No pensamento de Sigmund Freud, fundador da psicanálise, a angústia é vista como uma emoção complexa e crucial em sua teoria. Entendida como resposta emocional e fisiológica a perigo ou ameaça, real ou imaginária, a angústia está associada à ansiedade, funcionando como mecanismo de alerta que prepara o sujeito para enfrentar o perigo.
Freud aborda a angústia em diversos trabalhos e aprofunda sua compreensão ao longo de sua trajetória. Ele distingue a angústia em categorias principais:
Angústia neurótica: Associada à repressão e conflitos internos entre id, ego e superego. Originária da tensão acumulada devido à repressão de desejos e impulsos inconscientes, principalmente sexuais. A angústia neurótica é resultado da incapacidade do ego de lidar com os impulsos conflitantes do id e as exigências do superego.

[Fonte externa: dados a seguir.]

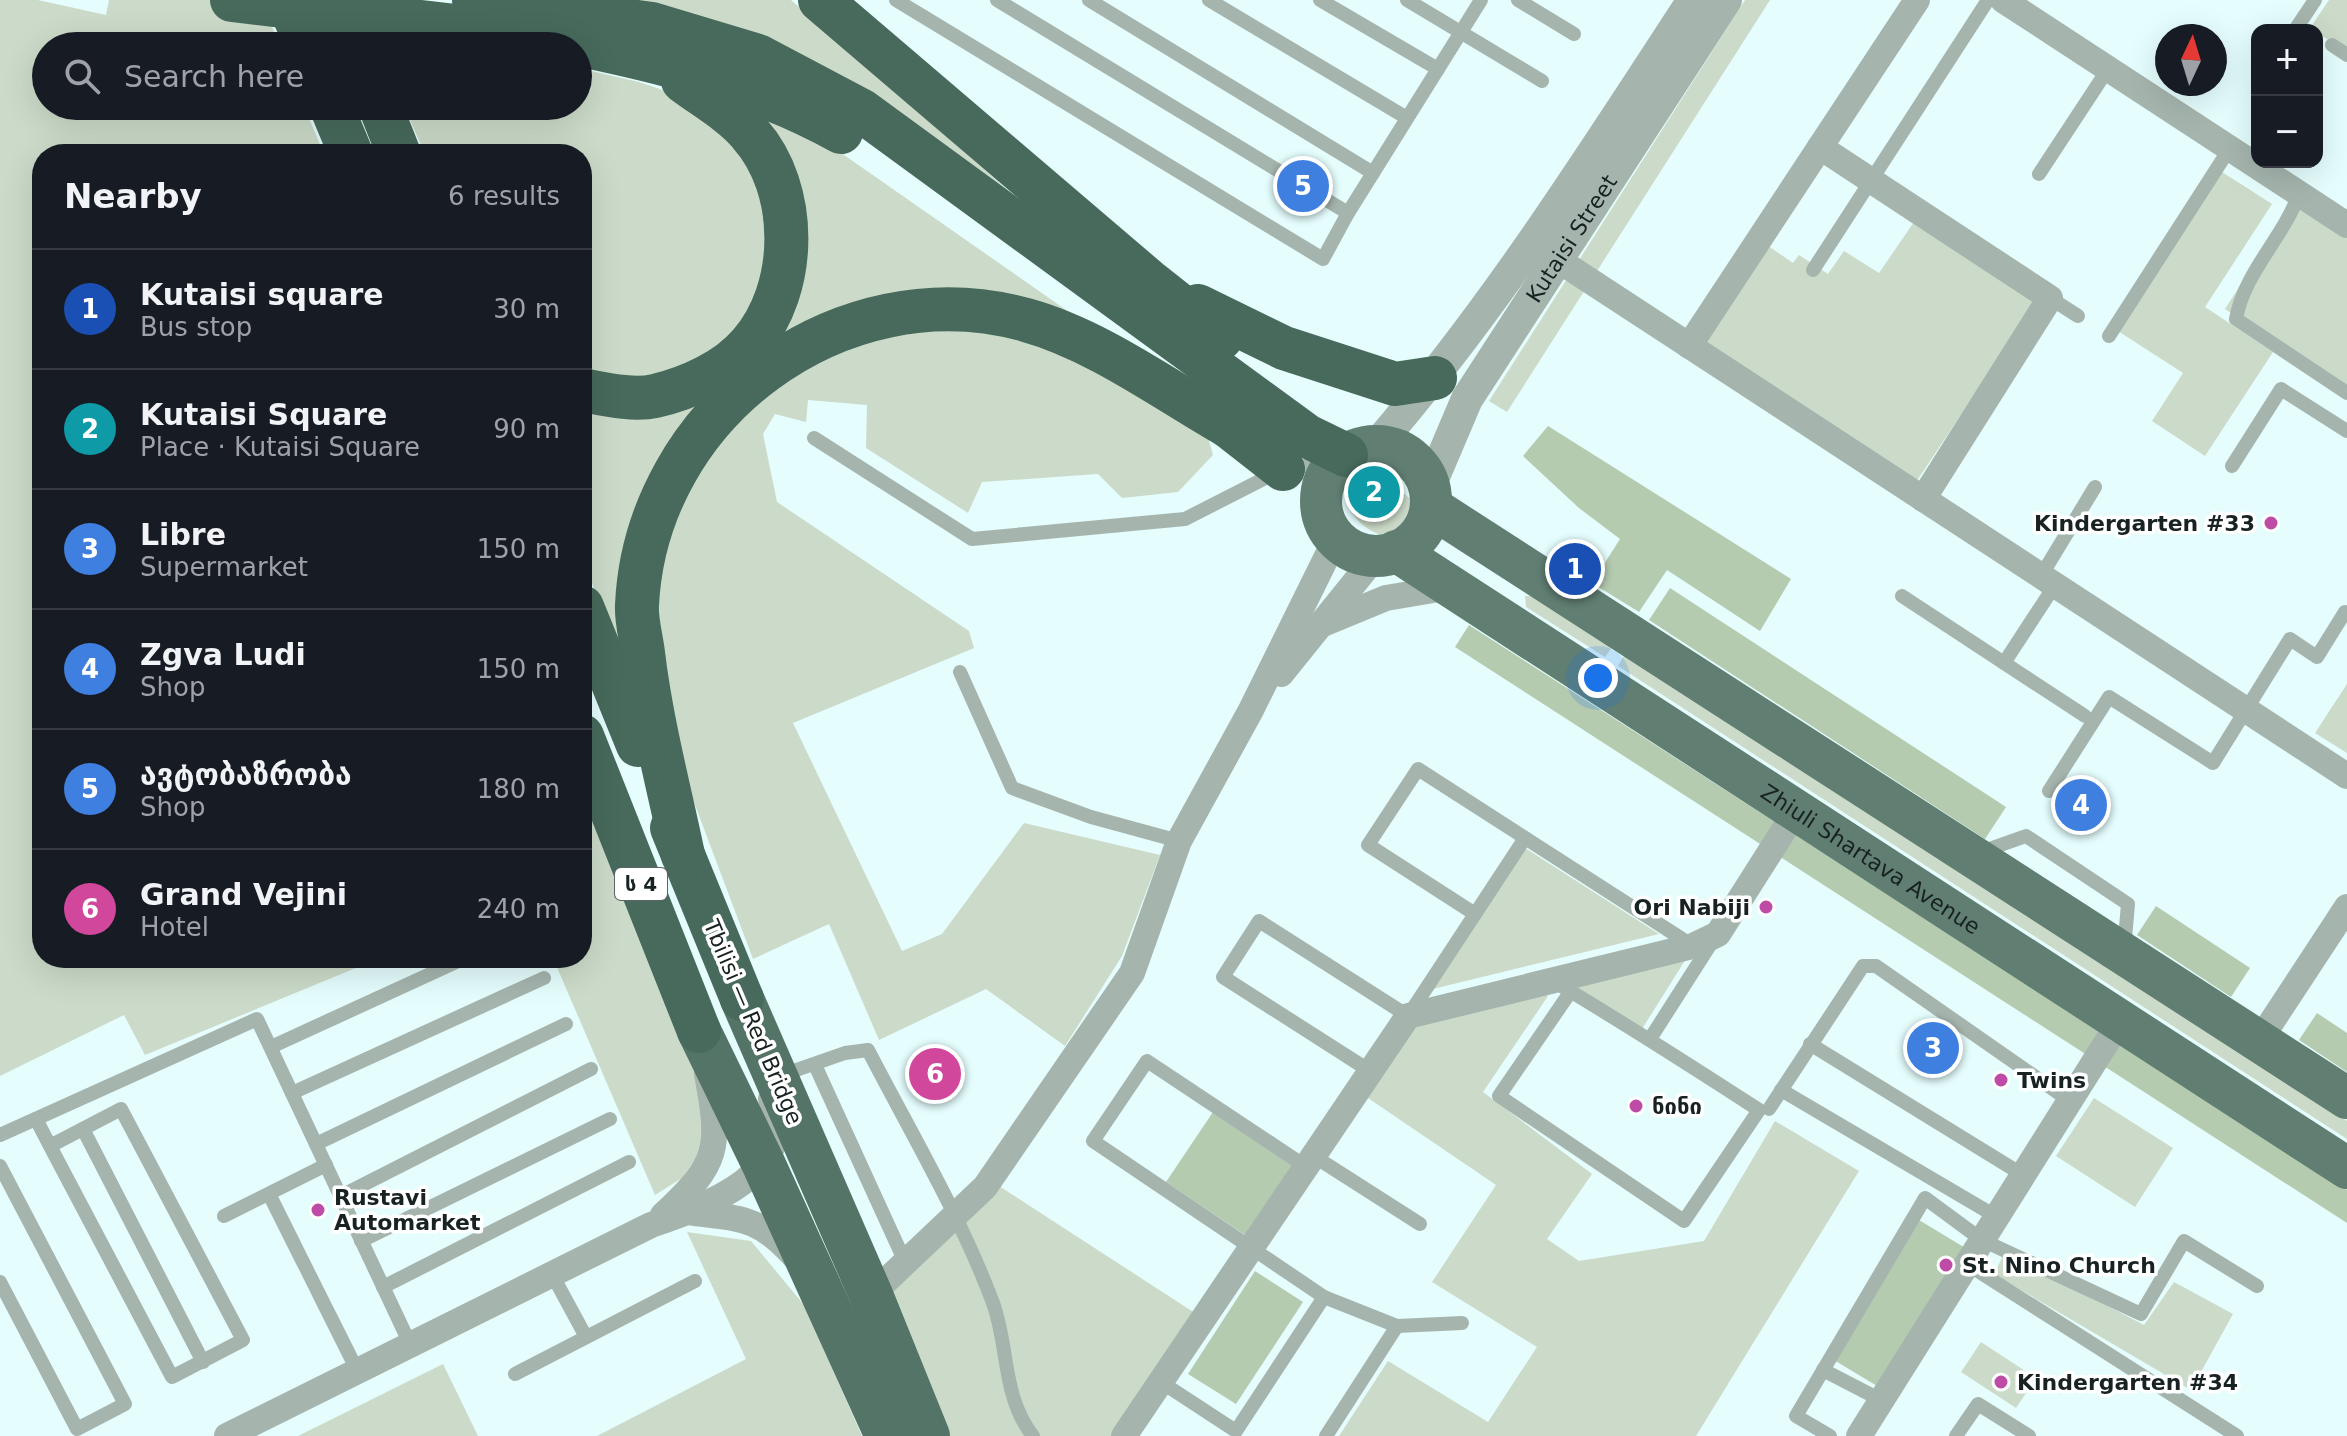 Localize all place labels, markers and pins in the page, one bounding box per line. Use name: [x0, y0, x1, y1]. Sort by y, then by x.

Angústia realística: Resposta emocional a uma ameaça ou perigo real e externo. Relacionada à autopreservação e desencadeada por situações que colocam a vida ou integridade física do indivíduo em risco.
Angústia moral: Surge de conflitos entre ego e superego. Ocorre quando o sujeito vivencia sentimentos de culpa ou vergonha devido à violação de normas sociais e morais. Resulta do conflito entre os desejos do ego e as demandas do superego.

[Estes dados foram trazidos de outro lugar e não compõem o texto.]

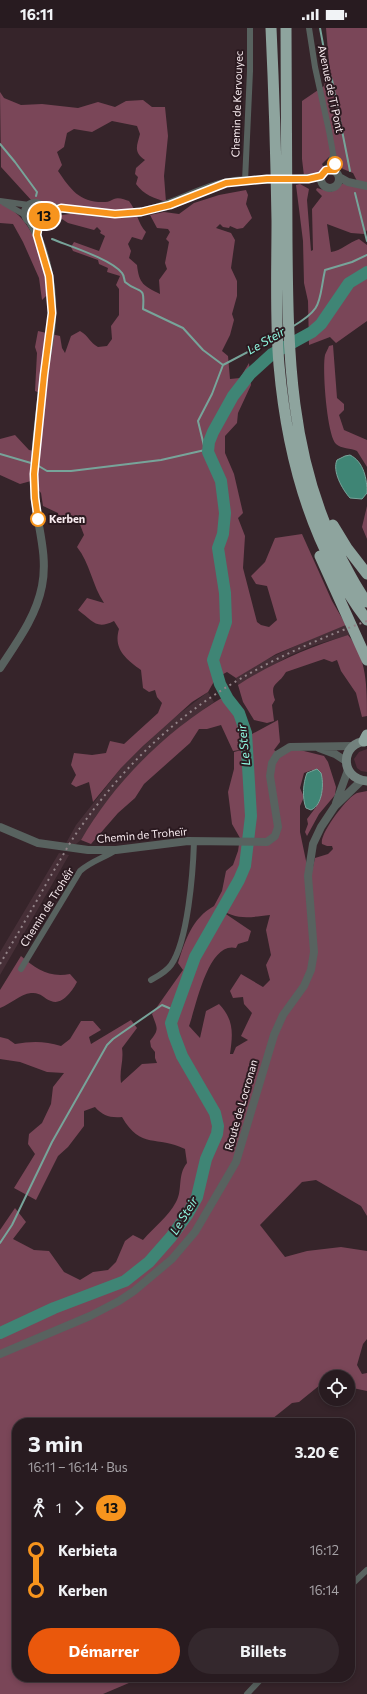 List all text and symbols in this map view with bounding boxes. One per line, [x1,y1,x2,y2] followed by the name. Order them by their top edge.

Freud também diferencia angústia automática (ou traumática) e angústia sinal:
Angústia automática: Resposta direta a situação traumática, geralmente envolvendo ameaça iminente à vida ou integridade física. Ocorre quando o ego é incapaz de lidar com o perigo real e se sente sobrecarregado.
Angústia sinal: Resposta antecipatória a um perigo percebido, atuando como mecanismo de defesa. Em vez de resposta direta a um perigo real, a angústia sinal é uma forma do ego se preparar e adotar medidas preventivas contra um perigo potencial.
Jacques Lacan, psicanalista francês que reinterpretou a teoria freudiana, considera a angústia como um afeto. Distinguindo entre emoções e afetos, Lacan entende afetos como mais próximos da experiência subjetiva e desejo inconsciente.
A angústia, especificamente, é central na teoria lacaniana, compreendida como afeto que sinaliza falta ou vazio no sujeito. Lacan sustenta que a angústia emerge quando o sujeito enfrenta a falta no Outro (campo simbólico e social que estrutura a realidade) e, consequentemente, a falta em si mesmo. Assim, a angústia é resposta ao encontro com o desejo do Outro e com o objeto a, objeto de desejo faltante no Outro.
Diante do exposto, podemos resumir dizendo que para Lacan, a angústia é um afeto, não uma emoção, intimamente relacionado à experiência subjetiva do sujeito e sua relação com o desejo inconsciente e o Outro.
Ambas as teorias, de Freud e Lacan, enfocam a angústia como um fenômeno central na psicanálise. No entanto, eles diferem em suas abordagens e compreensão. Enquanto Freud considera a angústia como uma emoção complexa resultante de conflitos internos, eventos passados reprimidos e ameaças externas, Lacan vê a angústia como um afeto intimamente ligado à experiência subjetiva do sujeito, seu desejo inconsciente e sua relação com o Outro.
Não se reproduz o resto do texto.